As I do every year, in April I attended the Georgetown University Law Center program on Representing & Managing Tax-Exempt Organizations, and again this year several Hill staffers agreed to speak. I heard Karen McAfee of the House Ways and Means Committee staff say to an audience of more than 400 people, "All my views are my personal views, are not attributable to the Committee, and are off the record." Roger Colinvaux, who works for the Joint Committee on Taxation, said to the same audience, "I am speaking today on my own behalf." Then Senate Finance Committee staffer Kristen Bailey told us, "My closing comments are also off the record. My press shop requires me to say that as well."
The 400 attendees, many of whom traveled cross country and all of whom paid a registration fee, must surely have been disappointed to hear only the personal views of Karen and Roger. At least Kristen's remarks seemed to be officially connected to her Senate job, and hence valuable to the attendees, but those comments were "off the record." As for Karen's and Roger's comments, we can only hope their personal views about what they do every day bear at least some connection to what their congressional bosses think. Otherwise, they've only flattered themselves that we would give a hoot about what they have to say about anything.

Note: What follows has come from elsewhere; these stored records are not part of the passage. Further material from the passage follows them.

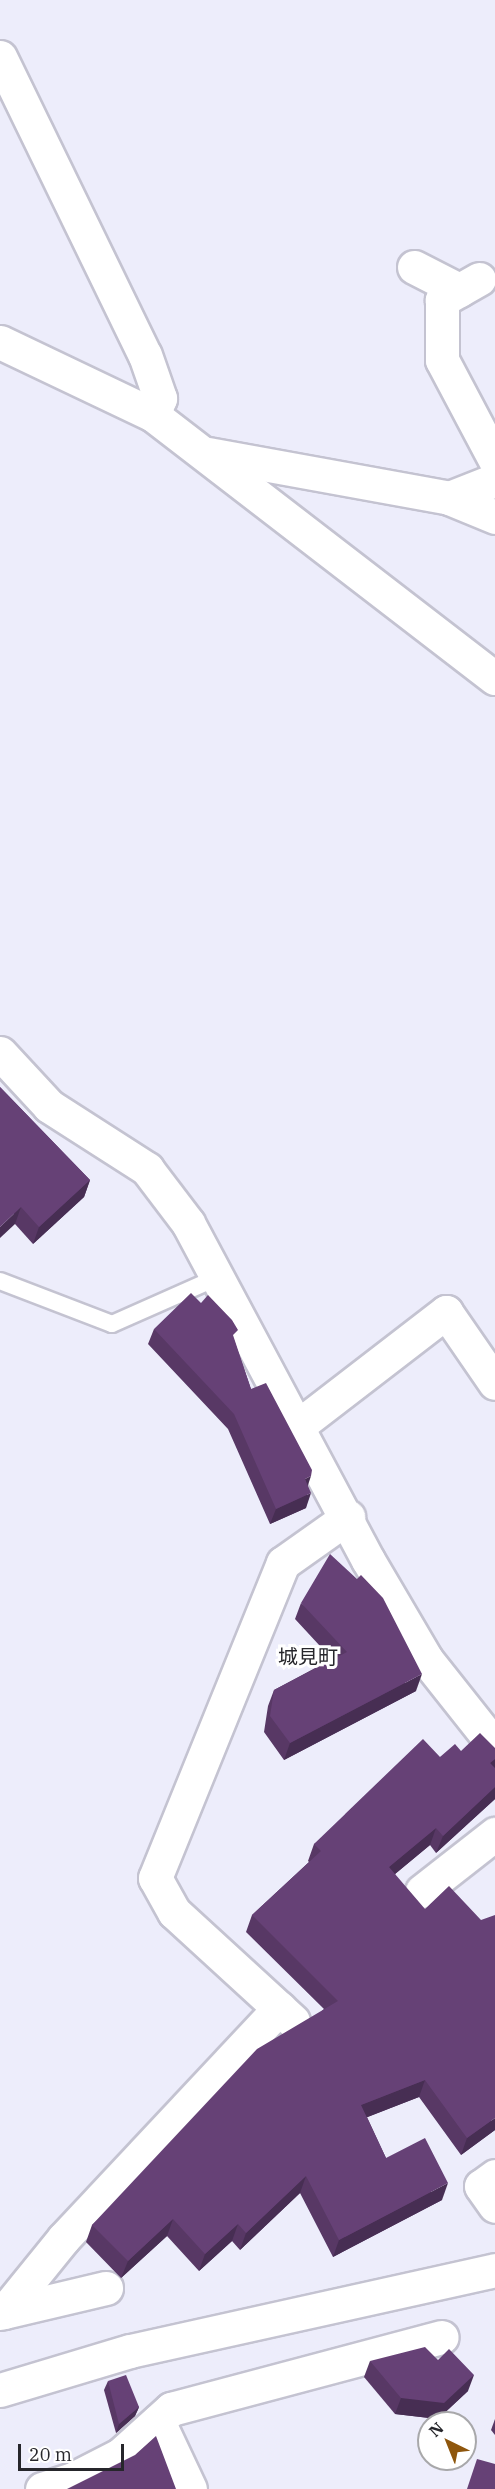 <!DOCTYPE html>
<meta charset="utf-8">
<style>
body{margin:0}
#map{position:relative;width:495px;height:2489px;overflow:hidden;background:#ededfb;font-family:"IBM Plex Serif","Noto Sans JP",serif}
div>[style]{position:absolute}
.roads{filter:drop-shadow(2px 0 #c4c3d1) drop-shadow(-2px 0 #c4c3d1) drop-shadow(0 2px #c4c3d1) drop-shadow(0 -2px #c4c3d1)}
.service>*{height:16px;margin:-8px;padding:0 8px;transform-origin:8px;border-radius:8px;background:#fff}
.minor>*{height:33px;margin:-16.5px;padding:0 16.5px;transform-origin:16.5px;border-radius:16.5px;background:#fff}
.tertiary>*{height:33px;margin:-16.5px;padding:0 16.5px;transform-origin:16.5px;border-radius:16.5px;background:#fff}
.wall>*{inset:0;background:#583865}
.shaded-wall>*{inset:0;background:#472e53}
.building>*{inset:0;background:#664176}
span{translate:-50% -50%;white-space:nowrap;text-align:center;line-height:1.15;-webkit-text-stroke:6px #fff;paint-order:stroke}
.quarter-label{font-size:20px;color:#26262b}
.north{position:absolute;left:417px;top:2411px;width:60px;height:60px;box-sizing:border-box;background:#fff;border:2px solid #a8a8aa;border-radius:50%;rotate:317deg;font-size:16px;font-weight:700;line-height:24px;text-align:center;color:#26262b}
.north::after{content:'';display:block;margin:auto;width:21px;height:27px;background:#8e560d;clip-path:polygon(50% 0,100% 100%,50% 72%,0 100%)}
.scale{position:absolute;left:18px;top:2444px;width:106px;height:27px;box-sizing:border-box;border:3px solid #26262b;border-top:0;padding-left:8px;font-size:18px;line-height:21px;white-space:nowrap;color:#26262b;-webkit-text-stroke:4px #fff;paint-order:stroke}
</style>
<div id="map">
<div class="roads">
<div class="service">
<i style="left:0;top:1281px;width:120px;rotate:21deg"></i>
<i style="left:112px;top:1324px;width:114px;rotate:-23.9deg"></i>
</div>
<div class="minor">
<i style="left:0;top:57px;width:331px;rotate:64.1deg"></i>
<i style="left:145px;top:355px;width:46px;rotate:70.8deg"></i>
<i style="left:160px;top:398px;width:18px;rotate:112deg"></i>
<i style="left:414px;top:267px;width:51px;rotate:27.1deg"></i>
<i style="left:479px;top:279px;width:43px;rotate:150.4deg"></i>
<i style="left:442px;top:300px;width:60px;rotate:90deg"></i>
<i style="left:442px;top:360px;width:113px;rotate:62.1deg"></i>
<i style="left:0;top:342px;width:170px;rotate:25.5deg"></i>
<i style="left:153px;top:415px;width:431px;rotate:37.6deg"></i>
<i style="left:208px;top:454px;width:245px;rotate:10.3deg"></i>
<i style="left:449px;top:498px;width:50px;rotate:22.4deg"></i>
<i style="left:449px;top:498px;width:49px;rotate:-21.4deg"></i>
<i style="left:0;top:1053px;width:72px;rotate:47.2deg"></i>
<i style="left:49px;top:1106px;width:117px;rotate:32.7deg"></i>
<i style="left:147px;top:1169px;width:68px;rotate:52.8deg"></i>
<i style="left:188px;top:1223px;width:382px;rotate:61.9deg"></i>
<i style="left:368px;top:1560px;width:115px;rotate:59.6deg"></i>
<i style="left:426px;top:1659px;width:111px;rotate:51.6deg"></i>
<i style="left:298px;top:1426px;width:187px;rotate:-37.6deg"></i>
<i style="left:446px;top:1312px;width:86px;rotate:55.4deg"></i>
<i style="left:422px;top:1891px;width:93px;rotate:-38deg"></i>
<i style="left:293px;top:2021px;width:161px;rotate:-137.5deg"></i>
<i style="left:174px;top:1912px;width:39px;rotate:-119deg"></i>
<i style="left:155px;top:1878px;width:340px;rotate:-67.9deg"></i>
<i style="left:283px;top:1563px;width:80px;rotate:-35.3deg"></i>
<i style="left:495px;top:2176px;width:17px;rotate:144deg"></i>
<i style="left:481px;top:2186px;width:24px;rotate:55deg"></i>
<i style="left:4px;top:2312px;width:95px;rotate:-51deg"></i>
<i style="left:64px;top:2238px;width:315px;rotate:-46.9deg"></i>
<i style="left:0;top:2313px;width:109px;rotate:-13.3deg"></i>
<i style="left:158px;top:2421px;width:75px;rotate:64.8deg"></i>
<i style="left:42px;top:2489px;width:35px;rotate:-18deg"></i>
<i style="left:75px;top:2478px;width:51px;rotate:-27.1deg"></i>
<i style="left:120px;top:2455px;width:69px;rotate:-42deg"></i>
<i style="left:171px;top:2409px;width:280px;rotate:-14.9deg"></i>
</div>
<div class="tertiary">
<i style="left:0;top:2390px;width:136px;rotate:-16.7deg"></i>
<i style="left:130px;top:2351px;width:374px;rotate:-12.5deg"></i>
</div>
</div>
<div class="wall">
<i style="clip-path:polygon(0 1087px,90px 1180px,84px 1197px,33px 1244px,15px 1224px)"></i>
<i style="clip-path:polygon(154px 1329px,234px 1340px,251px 1389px,308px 1485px,306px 1508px,270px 1524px,228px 1429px,148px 1344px)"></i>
<i style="clip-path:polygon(301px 1603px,416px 1691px,284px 1760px,264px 1732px,268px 1706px,274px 1690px,332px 1659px,295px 1619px)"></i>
<i style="clip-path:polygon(495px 1748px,495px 1799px,436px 1853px,430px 1845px,395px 1874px,495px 2130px,461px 2155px,419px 2097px,367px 2117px,386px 2158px,442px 2200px,333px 2257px,300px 2193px,240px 2250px,232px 2241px,199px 2271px,167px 2236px,121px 2278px,86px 2242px,92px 2225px,324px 2009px,246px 1932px,252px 1915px,309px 1862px,308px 1861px,314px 1844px,440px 1757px,461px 1751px)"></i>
<i style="clip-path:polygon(370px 2361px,468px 2391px,438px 2419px,395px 2414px,364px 2377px)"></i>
<i style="clip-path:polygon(108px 2381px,139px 2407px,135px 2416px,116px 2433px,104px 2390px)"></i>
<i style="clip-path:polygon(495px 2419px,495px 2435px,491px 2430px)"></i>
</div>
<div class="shaded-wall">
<i style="clip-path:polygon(90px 1180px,84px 1197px,33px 1244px,39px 1227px)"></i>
<i style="clip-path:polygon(21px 1207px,15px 1224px,0 1238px,0 1227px)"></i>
<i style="clip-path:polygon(311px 1476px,306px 1491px,305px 1479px)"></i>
<i style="clip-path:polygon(311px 1493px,306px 1508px,270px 1524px,276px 1509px)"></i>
<i style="clip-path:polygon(422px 1674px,416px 1691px,284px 1760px,290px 1743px)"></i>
<i style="clip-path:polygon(495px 1759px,495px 1770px,490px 1763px)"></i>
<i style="clip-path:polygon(495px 1787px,495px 1799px,436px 1853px,443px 1836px)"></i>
<i style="clip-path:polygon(436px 1828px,430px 1845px,383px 1884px,389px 1867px)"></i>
<i style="clip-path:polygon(425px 2080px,419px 2097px,355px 2122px,361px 2105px)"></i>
<i style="clip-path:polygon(495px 2118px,495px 2130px,461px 2155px,467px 2138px)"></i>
<i style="clip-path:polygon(306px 2176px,300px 2193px,240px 2250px,246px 2233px)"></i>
<i style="clip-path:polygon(448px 2183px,442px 2200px,333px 2257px,339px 2240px)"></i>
<i style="clip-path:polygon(173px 2219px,167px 2236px,121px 2278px,128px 2261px)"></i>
<i style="clip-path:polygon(238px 2224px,232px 2241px,199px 2271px,205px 2254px)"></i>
<i style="clip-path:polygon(474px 2375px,468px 2391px,438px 2419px,395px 2414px,401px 2398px)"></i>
<i style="clip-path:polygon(139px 2407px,135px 2416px,116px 2433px,119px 2424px)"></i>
</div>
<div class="building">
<i style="clip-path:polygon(0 1087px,90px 1180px,39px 1227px,21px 1207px,0 1227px)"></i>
<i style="clip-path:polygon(191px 1293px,201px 1303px,208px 1295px,232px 1320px,238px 1330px,233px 1335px,251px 1389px,266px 1383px,312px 1470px,311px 1476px,305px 1479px,311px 1493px,276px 1509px,234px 1414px,154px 1329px)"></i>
<i style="clip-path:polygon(330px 1554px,357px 1579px,361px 1575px,383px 1598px,422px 1674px,290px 1743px,270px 1716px,274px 1690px,347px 1652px,301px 1603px)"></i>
<i style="clip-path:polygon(480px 1733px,495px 1748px,495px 1759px,490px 1763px,495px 1768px,495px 1787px,443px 1836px,436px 1828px,389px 1867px,425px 1909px,449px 1886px,481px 1920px,495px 1915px,495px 2118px,467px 2138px,425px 2080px,361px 2105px,386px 2158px,425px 2138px,448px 2183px,339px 2240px,306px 2176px,246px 2233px,238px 2224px,205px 2254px,173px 2219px,128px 2261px,92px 2225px,257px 2049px,338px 2001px,252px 1915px,321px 1851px,314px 1844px,423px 1739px,440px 1757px,455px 1744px,461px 1751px)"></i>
<i style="clip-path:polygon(425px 2347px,438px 2360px,449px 2349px,474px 2375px,444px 2403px,401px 2398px,370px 2361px)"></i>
<i style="clip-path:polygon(126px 2375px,139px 2407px,119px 2424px,108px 2381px)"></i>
<i style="clip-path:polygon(156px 2436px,176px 2489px,67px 2489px,135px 2455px)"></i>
<i style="clip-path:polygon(477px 2459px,495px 2464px,495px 2489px,467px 2489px)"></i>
</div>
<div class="quarter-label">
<span style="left:308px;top:1656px">城見町</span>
</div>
<div class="north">N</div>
<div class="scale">20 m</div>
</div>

And I wonder if Kristen Bailey's press shop knows that her public statements and those of all her fellow Hill colleagues were widely reported in the tax and charity-related press within hours of their utterance. Surely there must be dire consequences to this "off the record" dictum being so widely ignored. So I asked the man in charge about it. Larry Center is the Assistant Dean for Academic Conferences and Continuing Legal Education at Georgetown University and has heard this "off the record" warning for all of the 23 years he has been organizing such programs.
He said, "The Law Center has no official policy on this issue." As far as he knows there are no consequences at all, much less dire consequences, if the press ignores "off the record." But he allowed as how "there seems to be an unwritten rule that it is OK for trade press to report on government employee comments at professional conferences despite the claim they are 'off the record.'" Might some Hill staff not show up for his programs if they were reminded that all their statements would be on the record? He wasn't sure, but he guessed that some might not participate under those circumstances.
Clearly, we have an "emperor has no clothes" situation here. Everything is fine and will continue to be so long as nobody points out the obvious. Let me be the naive believer in open government who says out loud to the people who make our laws: "It's all on the record."